Já são 6 da tarde; procuro o metrô, para ir ao hotel. Não sem antes passar em frente ao magnífico Museo de Bellas Artes, prédio digno de Paris ou Londres. Situa-se numa região que lembra muito Barcelona, em especial o Barri Gòtic, com suas ruas escuras, abóbadas, e casas antigas. Santiago me pareceu um pouco isso, um pot-pourri de diversas cidades do mundo, sem no entanto deixar de ter um charme todo próprio. De volta ao tal calçadão, deparo-me com uma multidão assustadora, que mal sabia iria me acompanhar durante o trajeto de volta. Mas, surpreendentemente, não chego a ser incomodado por ela. Muito pelo contrário. Neste momento, devo interromper minha narrativa, pois aproxima-se o ponto crucial, onde eu queria chegar. Perdoem-me, mas a boa educação dos chilenos volta a ser motivo de louvor em meu texto. Mas minha insistência neste tópico não podia ser menor; é um fato que me atingiu muito fortemente, não me perdoaria por isso (sinto que devo isso a eles, como agradecimento). Recentemente cometi o desatino de visitar o Shopping Iguatemi, em São Paulo, supostamente frequentado pelas pessoas de maior nível de vida nesta maldita cidade. E não foi num fim-de-semana.

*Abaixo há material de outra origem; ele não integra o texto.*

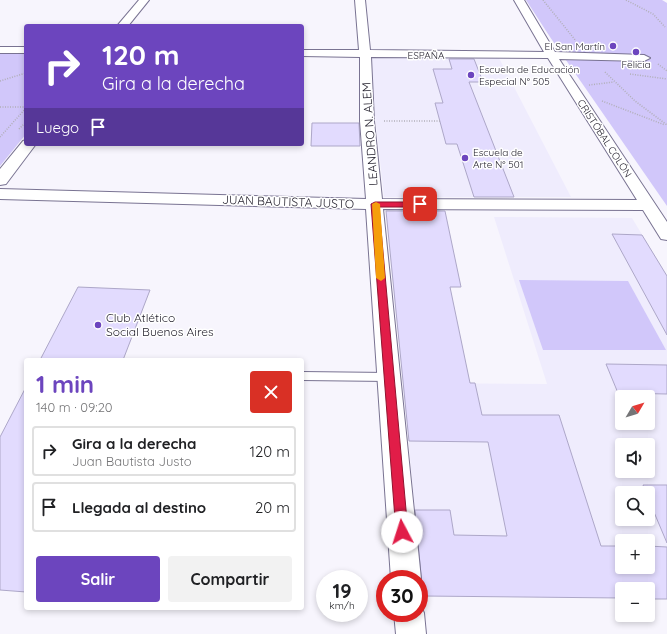 <!DOCTYPE html>
<html lang="es">
<head>
<meta charset="utf-8">
<style>
  :root { --surface:#fff; --page:#f2f2f2; --text:#202124; --muted:#757577; --line:#e0e0e0; --accent:#6c45be }
  body { margin:0; font-family:Quicksand,sans-serif; background:var(--page); color:var(--text); height:100vh; display:flex; flex-direction:column; font-size:15px; white-space:nowrap }
  * { box-sizing:border-box; margin:0 }
  p { font-size:13px; color:var(--muted) }
  .icon { flex:none; width:22px; height:22px; fill:none; stroke:currentColor; stroke-width:2; stroke-linecap:round; stroke-linejoin:round }
  .map { position:relative; flex:1; overflow:hidden }
  .drawer { position:absolute; left:24px; top:358px; width:280px; height:252px; display:flex; flex-direction:column; background:var(--surface); border-radius:4px; box-shadow:0 2px 6px #0003 }
  .drawer>* { flex:none }
  .guide { position:absolute; left:24px; top:24px; width:280px; height:122px; border-radius:4px; box-shadow:0 2px 6px #0003; background:#6c45be; color:#fff; overflow:hidden }
  .needle { width:26px; rotate:52deg }
  .controls { position:absolute; left:615px; top:390px; display:grid; gap:8px }
  .controls a { display:grid; place-items:center; width:40px; height:40px; border-radius:4px; background:var(--surface); box-shadow:0 2px 6px #0003; font-size:20px }
  .speed { position:absolute; left:316px; top:570px; display:flex; gap:8px; font-size:20px; font-weight:700; text-align:center }
  .speed>* { display:grid; place-content:center; width:52px; height:52px; border-radius:50%; background:var(--surface); box-shadow:0 2px 6px #0003; line-height:1 }
  .speed small { font-size:10px; font-weight:400 }
  .speed .limit { border:6px solid #d22; background:#fff; color:#111 }
  .pin { position:absolute; display:grid; place-items:center; width:34px; height:34px; color:#fff; margin:-17px; border-radius:8px; box-shadow:0 2px 6px #0006 }
  .me { position:absolute; width:44px; margin:-22px; rotate:355deg; stroke-linejoin:round; filter:drop-shadow(0 0 3px #0008) }
  .turn { display:flex; align-items:center; gap:14px; height:84px; padding:0 12px; font-size:18px }
  .turn .icon { width:52px; height:52px; stroke-width:2.5 }
  .turn b { display:block; font-size:28px; line-height:34px }
  .then { display:flex; align-items:center; height:38px; padding:0 12px; background:#0003; gap:8px; font-size:15px }
  .round { display:grid; place-items:center; flex:none; width:42px; height:42px; border-radius:4px; background:var(--page) }
  .summary { display:flex; align-items:center; justify-content:space-between; height:68px; padding:0 12px }
  h1 { font-size:24px; font-weight:700; line-height:30px; color:var(--accent) }
  .cta { display:flex; gap:8px; margin-top:auto; padding:8px 12px }
  .cta a { flex:1; height:46px; border-radius:4px; background:var(--accent); color:#fff; font-size:16px; font-weight:700; line-height:46px; text-align:center }
  .cta a+a { background:var(--page); color:var(--text) }
  ul { padding:0; list-style:none }
  li { display:flex; align-items:center; gap:12px; height:50px; margin:0 8px 6px; padding:0 4px; border:2px solid var(--line); border-radius:4px }
  li div { flex:1 }
  li b { display:block; font-size:15px }
  li em { font-style:normal }
  .map>svg:first-child { display:block }
  .built { fill:#efecfd; fill-rule:evenodd }
  .green { fill:#d1c7fa }
  .building { fill:#e2dbfe; stroke:#ada7c8 }
  .lines { fill:none; stroke-linecap:round; stroke-linejoin:round }
  .service-casing { stroke:#797392; stroke-width:2 }
  .minor-casing { stroke:#797392; stroke-width:2 }
  .tertiary-casing { stroke:#797392; stroke-width:2 }
  .path { stroke:#b1afb8; stroke-width:1.5; stroke-dasharray:1 1.5; stroke-linecap:butt }
  .service { fill:#fff; fill-rule:evenodd }
  .minor { fill:#fff; fill-rule:evenodd }
  .tertiary { fill:#fff; fill-rule:evenodd }
  .route { fill:#e11d48; stroke:#92132f }
  .slow { fill:#f59e0b }
  .poi-dot { fill:#6c45be; stroke:#fff; stroke-width:1.5 }
  .labels { text-anchor:middle; stroke-width:3; stroke-linejoin:round; paint-order:stroke }
  .far-poi-label { font-size:10px; fill:#1f1c29; stroke:#fff; text-anchor:start }
  .far-street-label { font-size:10px; fill:#1f1c29; stroke:#fff }
  .street-label { font-size:12px; fill:#1f1c29; stroke:#fff }
  .poi-label { font-size:12px; fill:#1f1c29; stroke:#fff; text-anchor:start }
</style>
</head>
<body>
<div class="map">
<svg width="667" height="634" viewBox="0 0 667 634">
  <rect width="100%" height="100%" fill="#f7f5fd"/>
  <g class="built">
    <polygon points="369,58 499,58 571,197 384,197"/>
    <path d="M 494,217 L 632,218 L 667,276 L 667,599 L 648,599 L 648,589 L 622,589 L 622,598 L 423,596 L 403,383 L 547,384 ZM 622,397 L 648,397 L 648,423 L 622,423 ZM 622,445 L 648,445 L 648,471 L 622,471 ZM 622,493 L 648,493 L 648,519 L 622,519 ZM 622,541 L 648,541 L 648,567 L 622,567 Z"/>
  </g>
  <g class="green">
    <polygon points="526,0 662,0 667,3 667,206 550,37"/>
    <polygon points="0,52 26,53 26,134 0,166"/>
    <polygon points="519,280 628,281 666,350 543,350"/>
  </g>
  <g class="building">
    <polygon points="449,59 474,59 483,82 469,82 514,197 474,197 457,144 446,144 435,103 443,103 433,69 452,69"/>
    <polygon points="312,123 359,123 360,146 311,146"/>
    <polygon points="386,211 445,211 461,287 450,287 470,383 475,383 482,415 559,415 601,546 622,546 622,567 648,567 648,546 667,547 667,599 648,599 648,589 622,589 622,598 423,596 415,510 450,510 454,535 507,536 488,442 409,441"/>
    <polygon points="612,234 642,235 667,276 667,335"/>
    <polygon points="78,287 150,290 123,360 40,360"/>
    <polygon points="606,364 667,365 667,394 618,393"/>
    <polygon points="26,387 26,592 0,590 0,437"/>
    <polygon points="643,485 667,485 667,543 648,498 648,493 646,493"/>
  </g>
  <g class="lines">
    <defs>
      <polygon id="service" points="302,372 388,373 392,374 394,377 392,380 388,381 302,380"/>
      <g id="minor">
        <path d="M 355,0 L 365,0 L 370,50 L 544,52 L 514,0 L 524,0 L 555,52 L 644,55 L 650,58 L 644,61 L 559,59 L 667,222 L 667,240 L 661,239 L 643,210 L 383,209 L 421,579 L 419,583 L 419,579 L 391,579 L 366,209 L 0,199 L 0,189 L 366,199 L 360,121 L 360,57 L 302,56 L 302,50 L 359,50 ZM 371,57 L 548,58 L 637,200 L 382,199 L 374,121 Z"/>
        <rect x="0" y="47" width="26" height="6"/>
        <polygon points="419,602 424,613 426,634 396,634 394,613 419,613"/>
      </g>
      <g id="tertiary">
        <polygon points="139,0 149,0 128,26 117,26"/>
        <polygon points="26,140 26,144 36,144 6,184 0,185 0,169 23,141"/>
      </g>
    </defs>
    <use href="#service" class="service-casing"/>
    <use href="#minor" class="minor-casing"/>
    <use href="#tertiary" class="tertiary-casing"/>
    <g class="path">
      <polyline points="543,0 576,41"/>
      <polyline points="626,0 653,14 665,27"/>
      <polyline points="658,64 667,71"/>
      <polyline points="605,72 635,101 667,125"/>
      <polyline points="630,74 667,79"/>
      <polyline points="0,81 26,73"/>
      <polyline points="589,85 614,82"/>
      <polyline points="602,101 665,125"/>
      <polyline points="0,107 26,107"/>
      <polyline points="384,121 440,121"/>
      <polyline points="19,129 26,122"/>
      <polyline points="0,137 26,108"/>
    </g>
    <use href="#service" class="service"/>
    <use href="#minor" class="minor"/>
    <use href="#tertiary" class="tertiary"/>
  </g>
  <polygon class="route" points="375,202 420,202 424,204 420,207 379,207 408,532 406,537 402,539 397,537 396,532 371,204"/>
  <polygon class="slow" points="376,202 380,204 385,278 381,281 376,278 372,204"/>
  <g class="poi-dot">
    <circle cx="613" cy="46" r="4"/>
    <circle cx="636" cy="52" r="4"/>
    <circle cx="471" cy="75" r="4"/>
    <circle cx="465" cy="158" r="4"/>
    <circle cx="98" cy="325" r="4"/>
  </g>
  <g class="labels">
    <g class="far-poi-label">
      <text x="605" y="50" text-anchor="end">El San Martín</text>
      <text x="636" y="68" text-anchor="middle">Felicia</text>
      <text x="479" y="73">Escuela de Educación<tspan x="479" dy="12">Especial N° 505</tspan></text>
      <text x="473" y="156">Escuela de<tspan x="473" dy="12">Arte N° 501</tspan></text>
    </g>
    <g class="far-street-label">
      <text x="426" y="59">ESPAÑA</text>
      <text transform="translate(605 138) rotate(57)" y="4">CRISTÓBAL COLÓN</text>
    </g>
    <g class="street-label">
      <text transform="translate(370 134) rotate(-94)" y="4">LEANDRO N. ALEM</text>
      <text transform="translate(288 202) rotate(2)" y="4">JUAN BAUTISTA JUSTO</text>
    </g>
    <g class="poi-label">
      <text x="106" y="322">Club Atlético<tspan x="106" dy="14">Social Buenos Aires</tspan></text>
    </g>
  </g>
</svg>
<div class="controls">
<a><svg class="needle" viewBox="-14 -14 28 28"><path d="M0-13l5 13h-10z" fill="#e53935"/><path d="M0 13l5-13h-10z" fill="#757577"/></svg></a>
<a><svg class="icon" aria-label="sound" viewBox="0 0 24 24"><path d="M4 9h4l5-4v14l-5-4H4zM17 9q2 3 0 6"/></svg></a>
<a><svg class="icon" aria-label="search" viewBox="0 0 24 24"><circle cx="10" cy="10" r="6"/><path d="M15 15l6 6"/></svg></a>
<a>+</a>
<a>−</a>
</div>
<div class="speed"><div>19<small>km/h</small></div><div class="limit">30</div></div>
<div class="pin" style="left:420px;top:204px;background:#d93025"><svg class="icon" aria-label="arrive" viewBox="0 0 24 24"><path d="M6 21V4h12l-3 4 3 4H6"/></svg></div>
<svg class="me" style="left:402px;top:532px" viewBox="-20 -20 40 40"><circle r="19" fill="#fff"/><path d="M0-13L10 11 0 6-10 11z" fill="#e11d48"/></svg>
<div class="guide">
<div class="turn"><svg class="icon" aria-label="right" viewBox="0 0 24 24"><path d="M7 20v-9h11M14 6l5 5-5 5"/></svg><div><b>120 m</b>Gira a la derecha</div></div>
<div class="then">Luego<svg class="icon" aria-label="arrive" viewBox="0 0 24 24"><path d="M6 21V4h12l-3 4 3 4H6"/></svg></div>
</div>
<section class="drawer">
<div class="summary"><div><h1>1 min</h1><p>140 m · 09:20</p></div><a class="round" style="background:#d93025;color:#fff"><svg class="icon" aria-label="close" viewBox="0 0 24 24"><path d="M6 6l12 12M18 6L6 18"/></svg></a></div>
<ul>
<li><svg class="icon" aria-label="right" viewBox="0 0 24 24"><path d="M7 20v-9h11M14 6l5 5-5 5"/></svg><div><b>Gira a la derecha</b><p>Juan Bautista Justo</p></div><em>120 m</em></li>
<li><svg class="icon" aria-label="arrive" viewBox="0 0 24 24"><path d="M6 21V4h12l-3 4 3 4H6"/></svg><div><b>Llegada al destino</b></div><em>20 m</em></li>
</ul>
<div class="cta"><a>Salir</a><a>Compartir</a></div>
</section>
</div>
</body>
</html>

Posso dizer que é muito mais agradável andar no centro de Santiago às 6 da tarde, em meio ao stress pós-trabalho de milhares de santiagueños de todas as classes sociais, do que no shopping frequentado, por lazer, pelas pessoas de melhor situação financeira de São Paulo, durante seu tempo livre. As pessoas lá eram muito, mas muito mais educadas, menos carrancudas, incomodadas, e me deram menos trombadas. Pediam licença, vê se pode, antes de passar perto de você! Só me lembro de ter visto coisa igual em Londres, ou certos lugares dos EUA... É, a coisa aqui anda feia. O mal estar da civilização nos atinge de maneira ainda pior que em qualquer outro lugar do mundo, pois aqui ele carrega consigo resquícios ainda muito vivos da barbárie da qual ainda não acabamos de sair. O respeito pelos outros em Sampa (ou mesmo no Brasil, for that matter) anda tão, tão baixo que infelizmente este anda sendo meu método de avaliar o quanto um lugar é bem frequentado: conto o número de ombradas que levo neste ou naquele determinado lugar.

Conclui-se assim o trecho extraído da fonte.